◆ PROMPT: Give again, exactly, every line of the entries below from the one that has "For a GIS import: Serialize" to the last.

◆ DATA EXCERPTS:

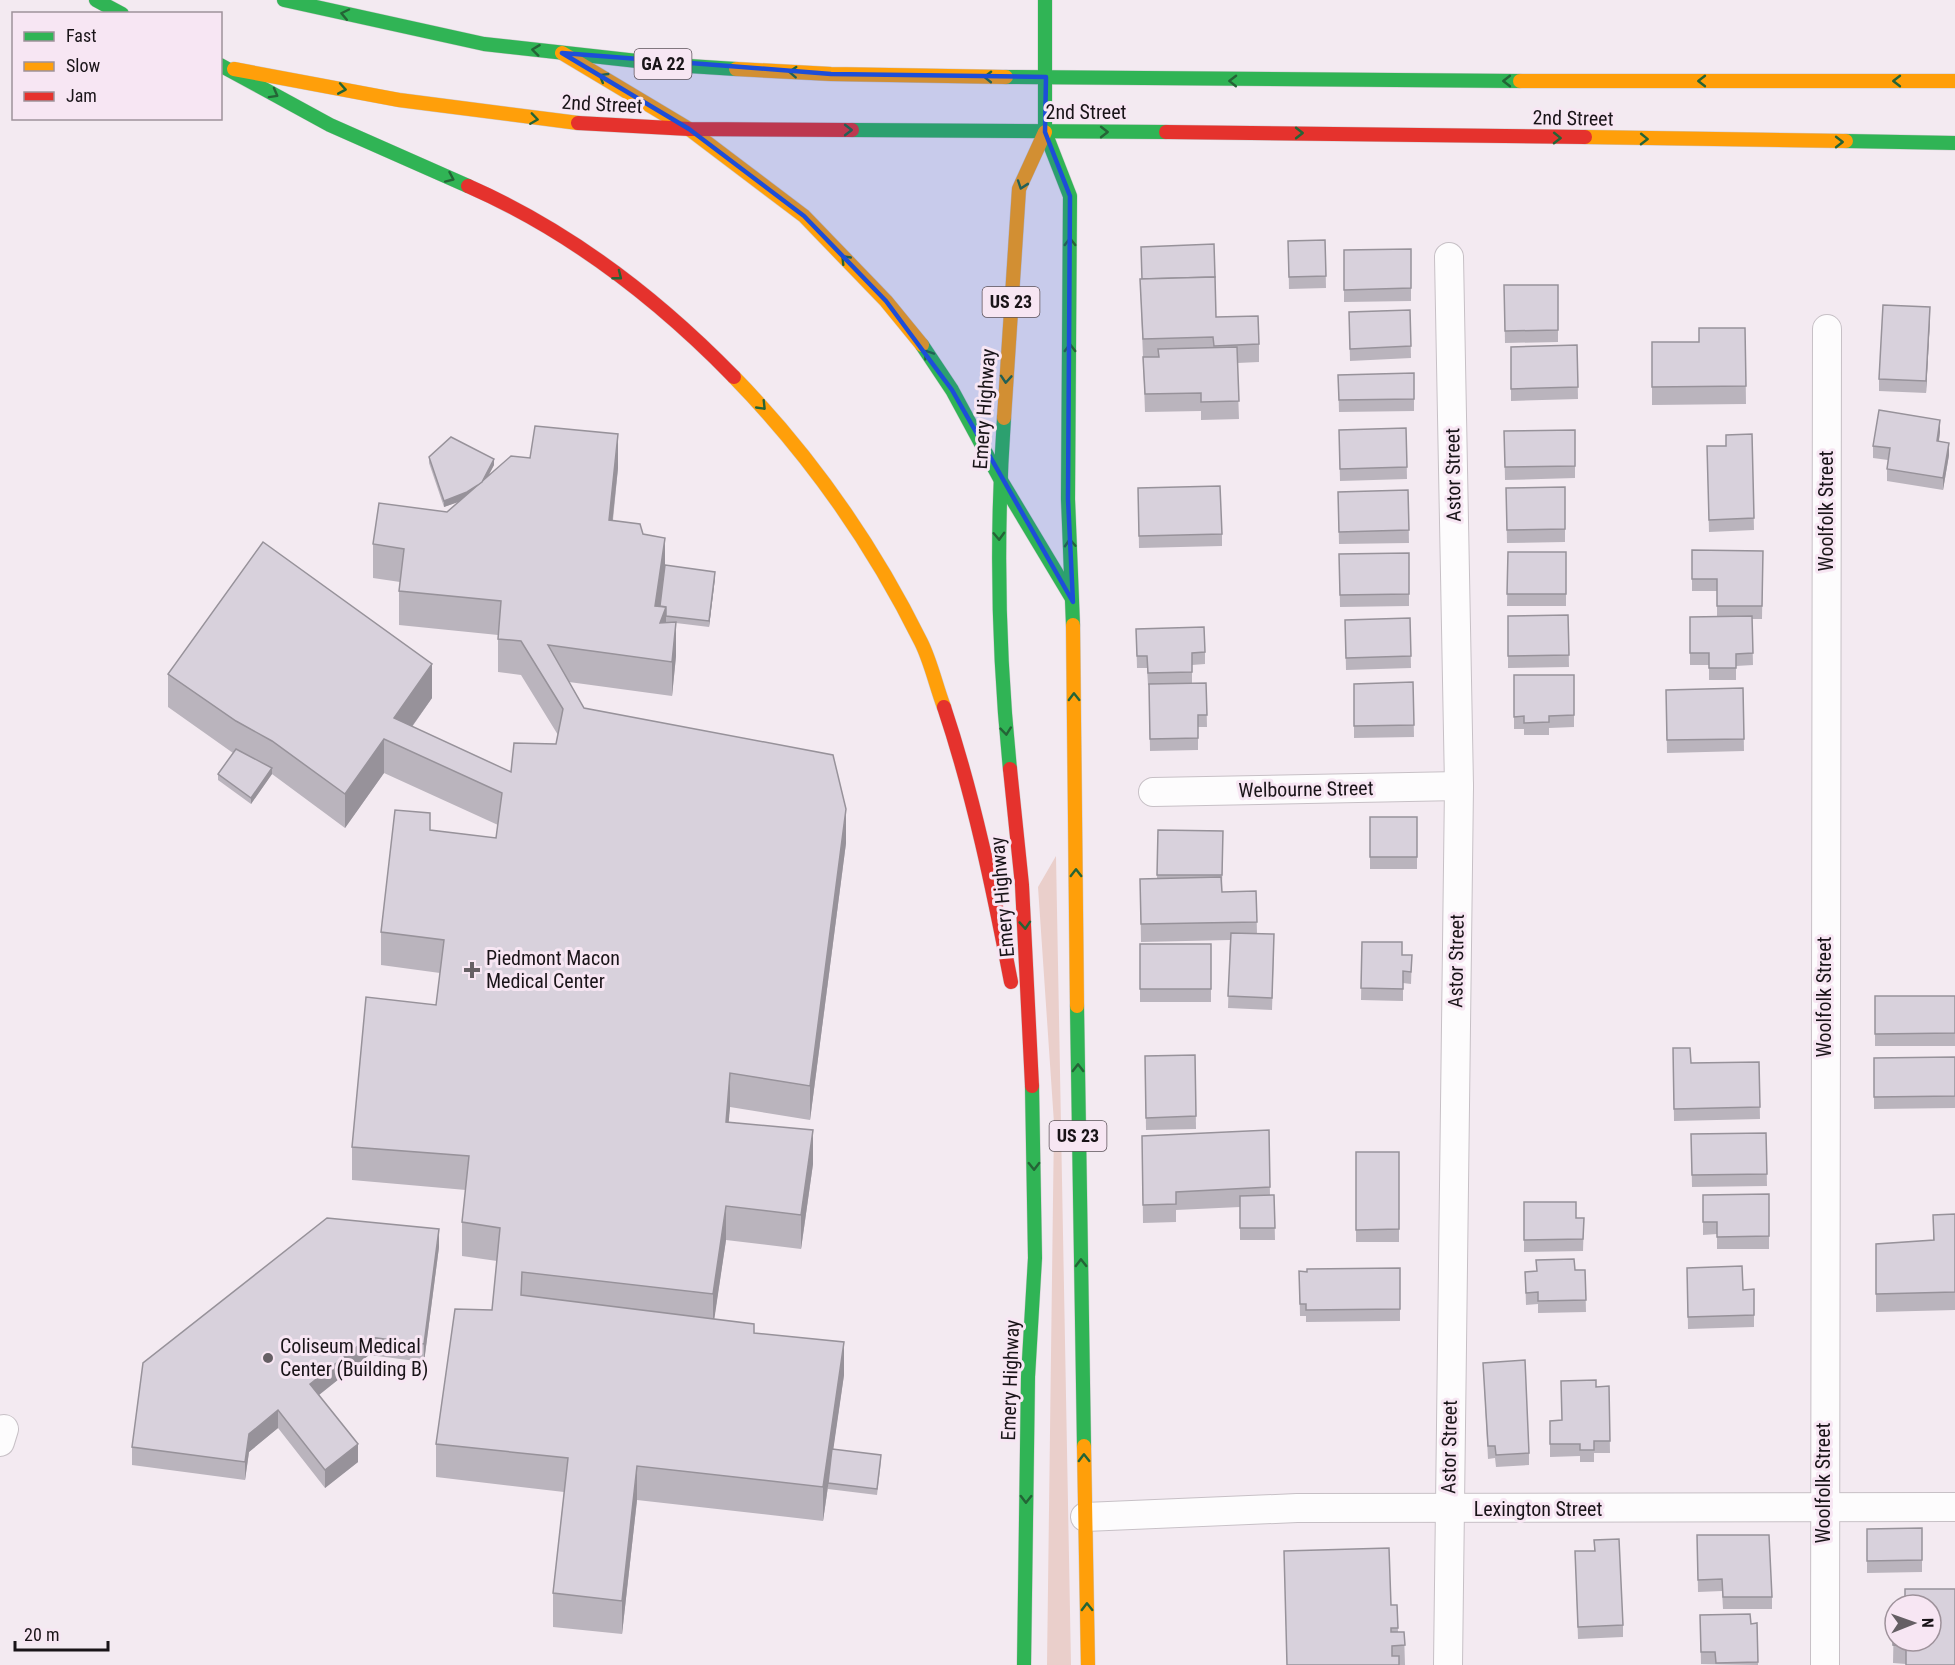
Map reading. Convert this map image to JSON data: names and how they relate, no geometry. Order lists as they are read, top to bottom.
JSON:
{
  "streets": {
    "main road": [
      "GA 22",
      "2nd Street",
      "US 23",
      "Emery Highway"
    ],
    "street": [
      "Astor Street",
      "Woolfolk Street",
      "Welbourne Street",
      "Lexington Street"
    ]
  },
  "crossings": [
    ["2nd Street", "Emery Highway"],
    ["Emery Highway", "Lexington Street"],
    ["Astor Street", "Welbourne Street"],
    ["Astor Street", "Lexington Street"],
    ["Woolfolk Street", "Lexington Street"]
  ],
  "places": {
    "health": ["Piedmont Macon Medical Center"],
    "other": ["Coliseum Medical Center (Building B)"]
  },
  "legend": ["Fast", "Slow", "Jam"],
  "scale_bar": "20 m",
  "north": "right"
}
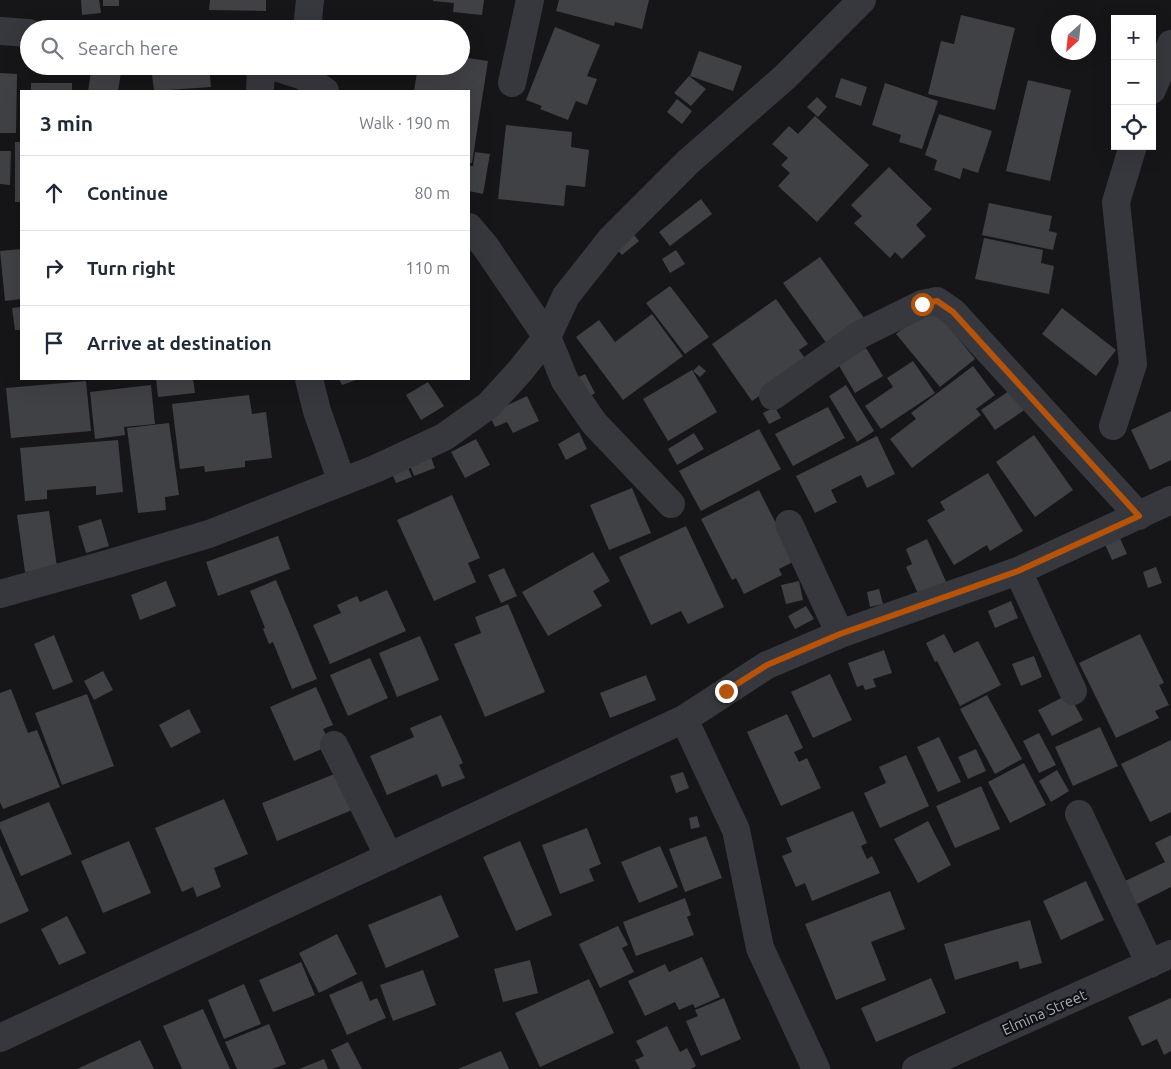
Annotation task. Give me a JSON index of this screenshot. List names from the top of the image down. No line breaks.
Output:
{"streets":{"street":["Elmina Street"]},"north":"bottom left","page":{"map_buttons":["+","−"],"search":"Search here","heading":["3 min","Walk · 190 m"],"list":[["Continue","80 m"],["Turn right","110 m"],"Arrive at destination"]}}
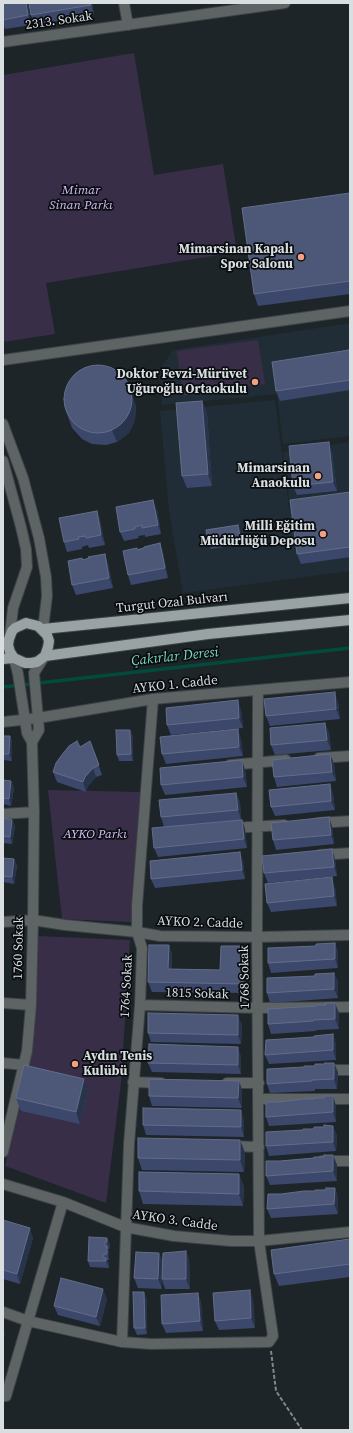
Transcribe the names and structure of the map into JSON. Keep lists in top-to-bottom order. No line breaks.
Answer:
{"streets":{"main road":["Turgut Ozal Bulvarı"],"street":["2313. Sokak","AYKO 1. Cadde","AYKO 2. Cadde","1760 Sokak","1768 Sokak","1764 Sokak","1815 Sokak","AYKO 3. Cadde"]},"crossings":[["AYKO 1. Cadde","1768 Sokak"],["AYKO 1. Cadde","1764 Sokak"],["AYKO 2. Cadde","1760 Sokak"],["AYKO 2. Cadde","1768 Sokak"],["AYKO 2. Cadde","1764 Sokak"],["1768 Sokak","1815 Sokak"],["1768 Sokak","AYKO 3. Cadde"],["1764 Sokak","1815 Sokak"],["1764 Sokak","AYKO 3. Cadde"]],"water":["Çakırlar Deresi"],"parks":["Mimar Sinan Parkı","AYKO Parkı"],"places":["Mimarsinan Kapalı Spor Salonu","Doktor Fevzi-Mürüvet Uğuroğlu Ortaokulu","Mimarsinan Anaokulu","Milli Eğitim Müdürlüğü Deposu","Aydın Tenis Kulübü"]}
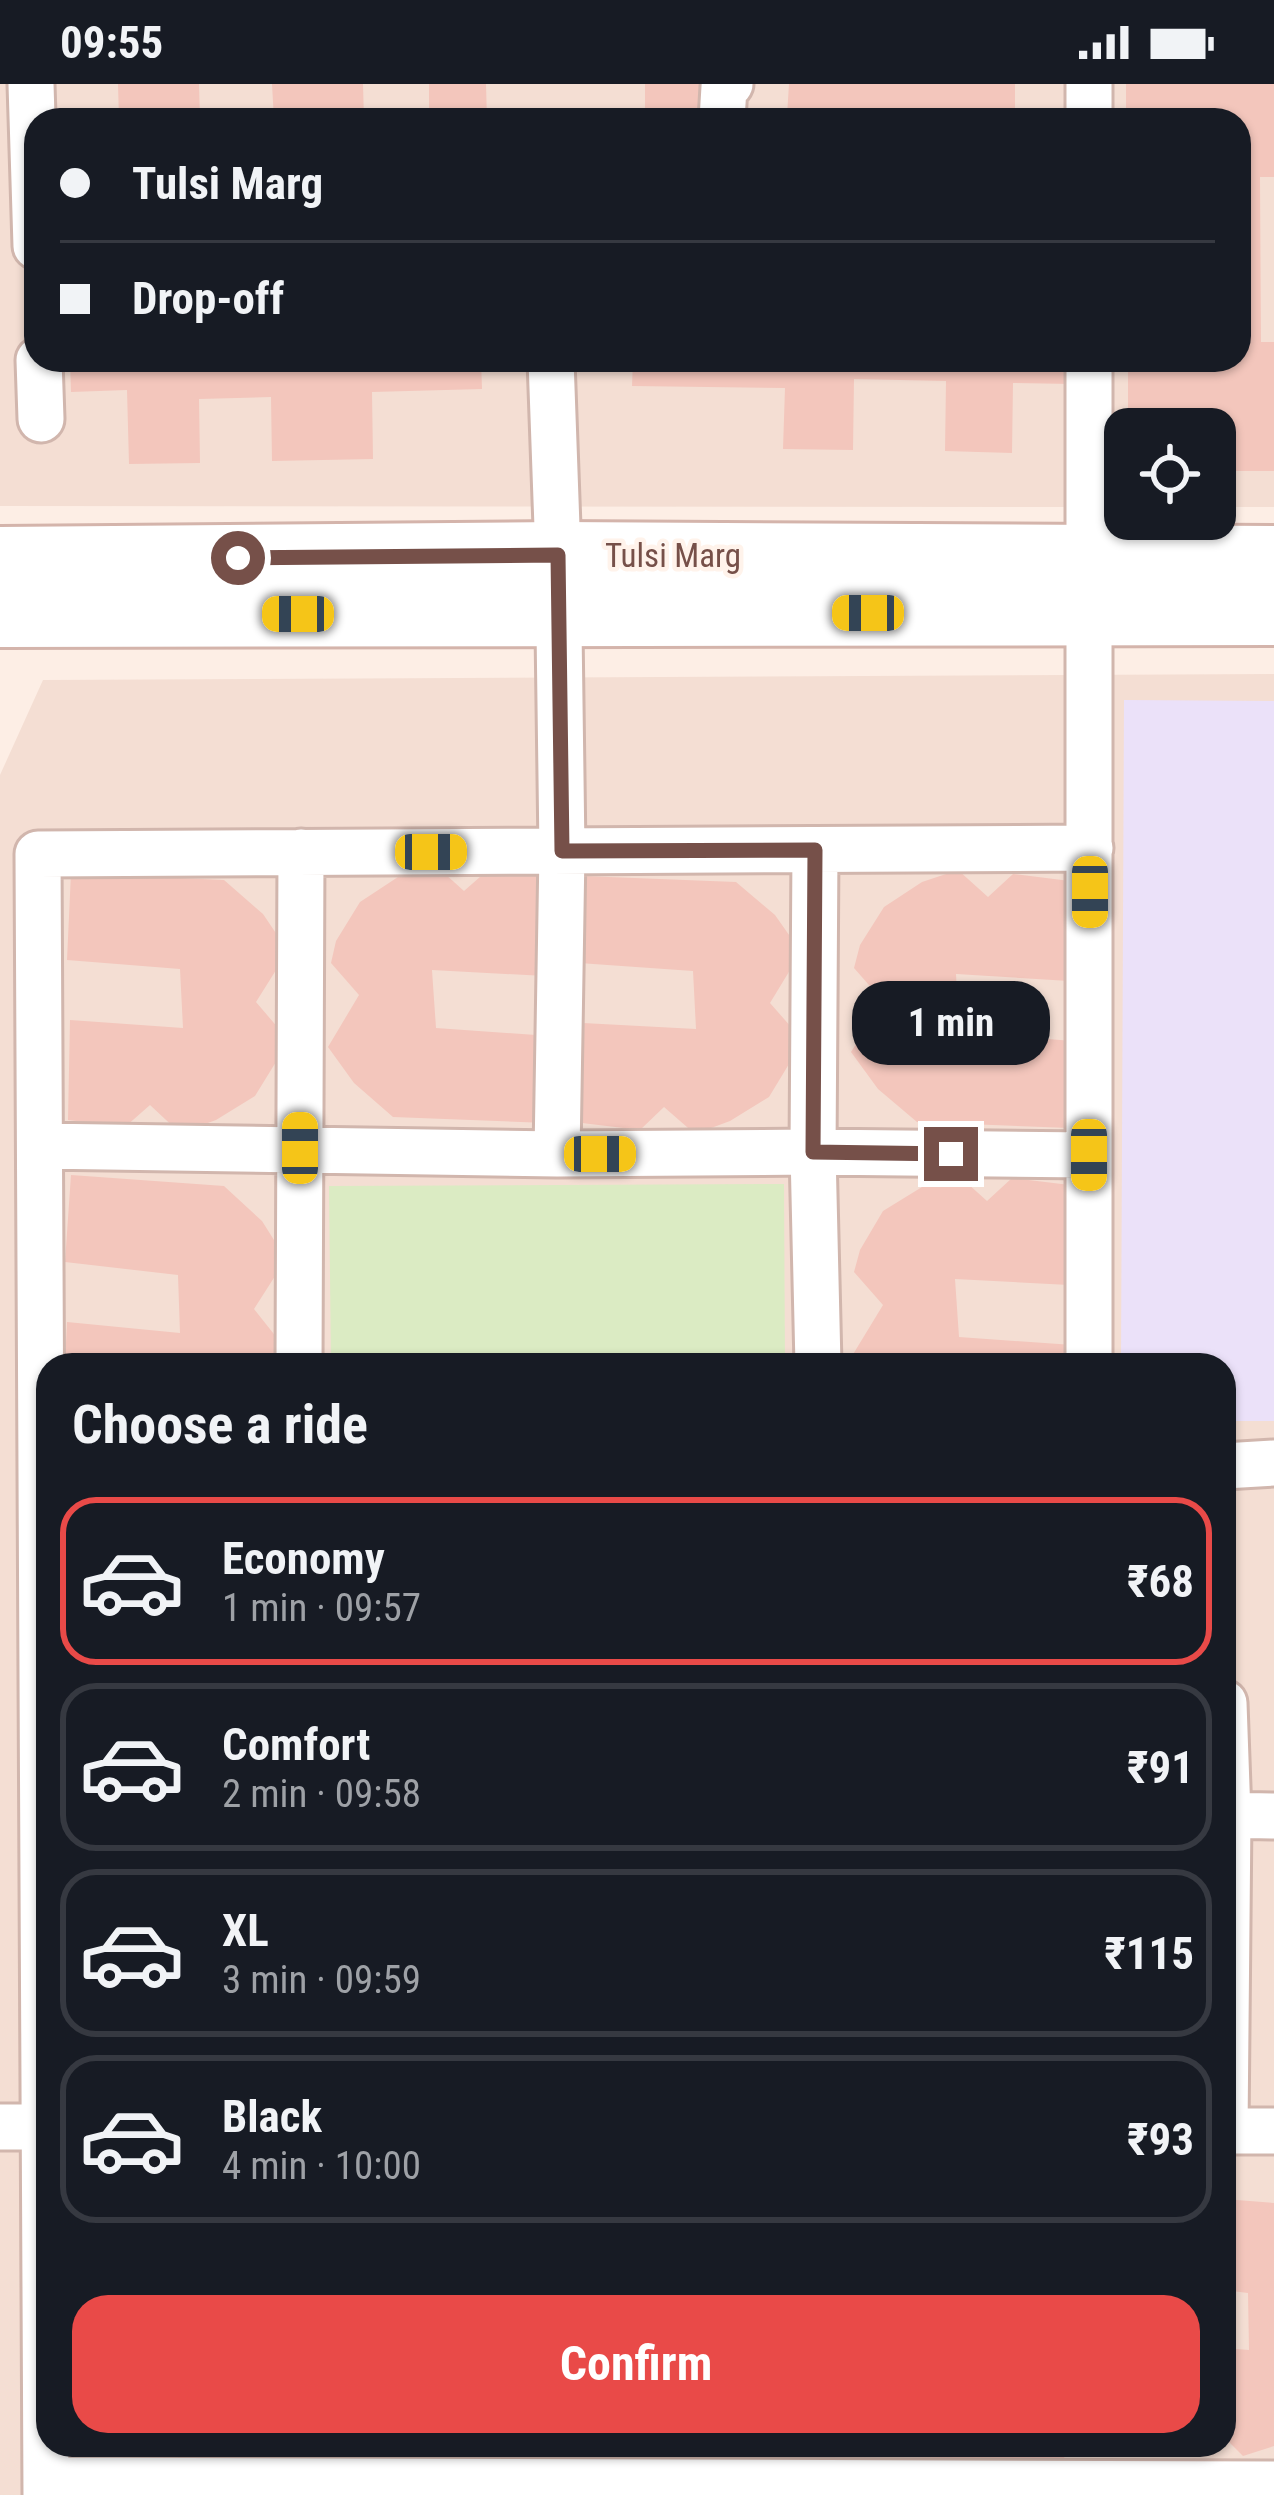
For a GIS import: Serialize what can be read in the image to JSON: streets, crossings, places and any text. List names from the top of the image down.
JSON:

◆ YOUR RESPONSE:
For a GIS import: Serialize what can be read in the image to JSON: streets, crossings, places and any text. List names from the top of the image down.
JSON:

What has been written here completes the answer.